I’ve been studying religion of late. I’m currently taking a course about Christianity. I remember more than I thought. There’s also much I didn’t know. I just finished day seven: “Death and resurrection, violence, suffering, and justice.” These topics were not emphasized in Sunday school.
There is darkness in the Bible. There’s violence, pain, and a great deal of death. I have questions about what we’re supposed to learn and who is imparting the lesson. Do we have to suffer to get closer to God? Some certainly think so.
“Christians often gave a very positive valence to suffering, poverty, and even death by persecution. The primary image for most Christians was and is the torture and brutal execution of Jesus by the Romans. Insofar as he is held to be sinless and divine, and his death is understood by most Christians to be the source of salvation and eternal life for believers, his suffering is held in great esteem. Many scriptural passages portray his suffering as a model for his followers.” *
I wonder about that. I wonder if venerating suffering was the correct path to take. It leads to all kinds of problems down the road.
Suffering is defined as a state characterized by pain, distress, and hardship. I’ve suffered myself although not in pursuit of God. It’s not a state I recommend. Why people suppose this is what God wants is a mystery.

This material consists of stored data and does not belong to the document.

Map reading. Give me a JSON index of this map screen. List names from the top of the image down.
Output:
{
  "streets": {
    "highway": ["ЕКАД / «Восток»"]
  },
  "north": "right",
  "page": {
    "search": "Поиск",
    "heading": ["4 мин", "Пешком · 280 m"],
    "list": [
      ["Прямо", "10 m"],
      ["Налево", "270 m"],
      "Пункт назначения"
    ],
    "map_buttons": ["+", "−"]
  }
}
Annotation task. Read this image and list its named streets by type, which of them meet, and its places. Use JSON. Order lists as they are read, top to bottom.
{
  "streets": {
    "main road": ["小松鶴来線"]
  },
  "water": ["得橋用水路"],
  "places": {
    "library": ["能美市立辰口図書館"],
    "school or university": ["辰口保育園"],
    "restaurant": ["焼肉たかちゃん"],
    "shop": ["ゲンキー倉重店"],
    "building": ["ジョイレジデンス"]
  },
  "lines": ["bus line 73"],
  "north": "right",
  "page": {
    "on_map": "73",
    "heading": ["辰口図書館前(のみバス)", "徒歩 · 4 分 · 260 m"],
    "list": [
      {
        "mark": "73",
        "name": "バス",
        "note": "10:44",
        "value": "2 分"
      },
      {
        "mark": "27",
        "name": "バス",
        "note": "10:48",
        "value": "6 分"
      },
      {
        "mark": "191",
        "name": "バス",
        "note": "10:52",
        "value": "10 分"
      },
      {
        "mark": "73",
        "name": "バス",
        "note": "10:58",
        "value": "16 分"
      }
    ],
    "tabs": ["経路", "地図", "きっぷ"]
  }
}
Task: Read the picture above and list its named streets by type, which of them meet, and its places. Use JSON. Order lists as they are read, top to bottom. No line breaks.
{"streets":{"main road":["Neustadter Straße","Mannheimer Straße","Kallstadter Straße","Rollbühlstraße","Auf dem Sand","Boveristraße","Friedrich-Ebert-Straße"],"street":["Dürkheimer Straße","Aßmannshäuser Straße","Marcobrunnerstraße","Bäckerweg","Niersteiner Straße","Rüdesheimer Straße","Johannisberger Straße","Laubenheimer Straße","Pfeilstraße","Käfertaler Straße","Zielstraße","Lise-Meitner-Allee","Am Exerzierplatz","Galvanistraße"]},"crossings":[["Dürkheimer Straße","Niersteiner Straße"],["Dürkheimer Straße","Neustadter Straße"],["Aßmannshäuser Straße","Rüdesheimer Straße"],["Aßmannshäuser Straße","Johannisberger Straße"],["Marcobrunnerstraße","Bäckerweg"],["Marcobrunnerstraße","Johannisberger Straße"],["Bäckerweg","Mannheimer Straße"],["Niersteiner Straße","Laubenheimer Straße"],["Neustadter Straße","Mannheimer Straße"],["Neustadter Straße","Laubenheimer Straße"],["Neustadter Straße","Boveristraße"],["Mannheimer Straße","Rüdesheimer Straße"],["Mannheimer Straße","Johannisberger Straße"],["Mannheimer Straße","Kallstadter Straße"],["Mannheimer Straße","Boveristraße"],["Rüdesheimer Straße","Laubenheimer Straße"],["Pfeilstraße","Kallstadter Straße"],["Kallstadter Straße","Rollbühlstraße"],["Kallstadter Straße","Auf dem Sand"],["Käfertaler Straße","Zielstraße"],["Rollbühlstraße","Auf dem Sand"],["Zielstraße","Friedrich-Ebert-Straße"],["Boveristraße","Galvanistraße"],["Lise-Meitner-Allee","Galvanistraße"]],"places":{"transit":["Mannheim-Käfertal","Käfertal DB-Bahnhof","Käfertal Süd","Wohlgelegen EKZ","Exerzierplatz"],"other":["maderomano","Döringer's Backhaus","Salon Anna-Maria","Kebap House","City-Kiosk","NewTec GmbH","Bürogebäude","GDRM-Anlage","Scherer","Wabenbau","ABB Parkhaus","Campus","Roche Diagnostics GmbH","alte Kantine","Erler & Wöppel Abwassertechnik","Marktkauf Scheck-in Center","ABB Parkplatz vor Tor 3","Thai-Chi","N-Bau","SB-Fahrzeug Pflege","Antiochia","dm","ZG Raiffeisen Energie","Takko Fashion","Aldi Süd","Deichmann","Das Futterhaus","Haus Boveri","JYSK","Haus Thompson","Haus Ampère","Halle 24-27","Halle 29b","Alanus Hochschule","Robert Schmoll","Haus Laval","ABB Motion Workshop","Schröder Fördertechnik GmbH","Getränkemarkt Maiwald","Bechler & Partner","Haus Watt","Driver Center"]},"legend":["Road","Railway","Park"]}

There’s no denying Jesus had pain. I’m sure he struggled with his own darkness. His life was probably challenging at times; knowing you’re fated to die young and painfully, cutting your life, hopes, and dreams short must be hard to deal with. I’m not sure Jesus wished suffering on others though. That position doesn’t gibe with my interpretation of the things I read in the Gospels. Which I admit, could be completely wrong.
“Some Early Christian texts rejected the notion that God would desire the suffering of his Son and of believers. One of these, The Letter of Peter to Philip, found among the collection of early Christian literature at Nag Hammadi, accepts the reality of Jesus’s physical suffering and death but considers salvation to come from Jesus’s teaching and healing ministry, not his death and resurrection.” *
I prefer this interpretation. It aligns nicely with the two most important rules: love God above all others and love your neighbour as yourself. “There is no commandment greater than these.” ** Nothing here suggest suffering is an exalted position.
Although if suffering is required, most of us will be in luck. We seem fond of choices that guarantee misery. We take a perverse pride in our hair shirts and refuse to modify our wardrobes. Look at me. See my pain. See my suffering.
We’re voyeuristic. We like to watch other people’s pain. We like to pretend it has meaning. Sometimes pain leads to growth. Mostly, pain is just pain.
Jesus was theoretically in his early thirties when he died. I don’t believe his life was unrelentingly awful. I imagine there were good days and good times. I hope he played soccer. I hope he had a first kiss. What purpose would it serve to have him live a life of unrelieved misery?
If God is, at the heart, about love, the veneration of suffering seems wrong-headed and pointless. Am I not supposed to smile at the hummingbird, revel in the ocean, delight in children’s laughter? Am I not allowed to let the wounds close, let the pain go?
I suspect the veneration of suffering is a societal convention. A human invention. It’s not required by God. That doesn’t mean a life of nothing-but-bliss. It does mean you don’t have to seek or prolong the torturous. “Pain is inevitable. Suffering, [however] is optional.” ***
*Christianity Through Its Scriptures. Day 7: Death and Resurrection; Violence, Suffering, Justice Existential Questions: Violence, Suffering, Justice, and Peace-making: Martyrdom. HarvardX. Online.
** Mark 12:28-31. The Bible Gateway. Website.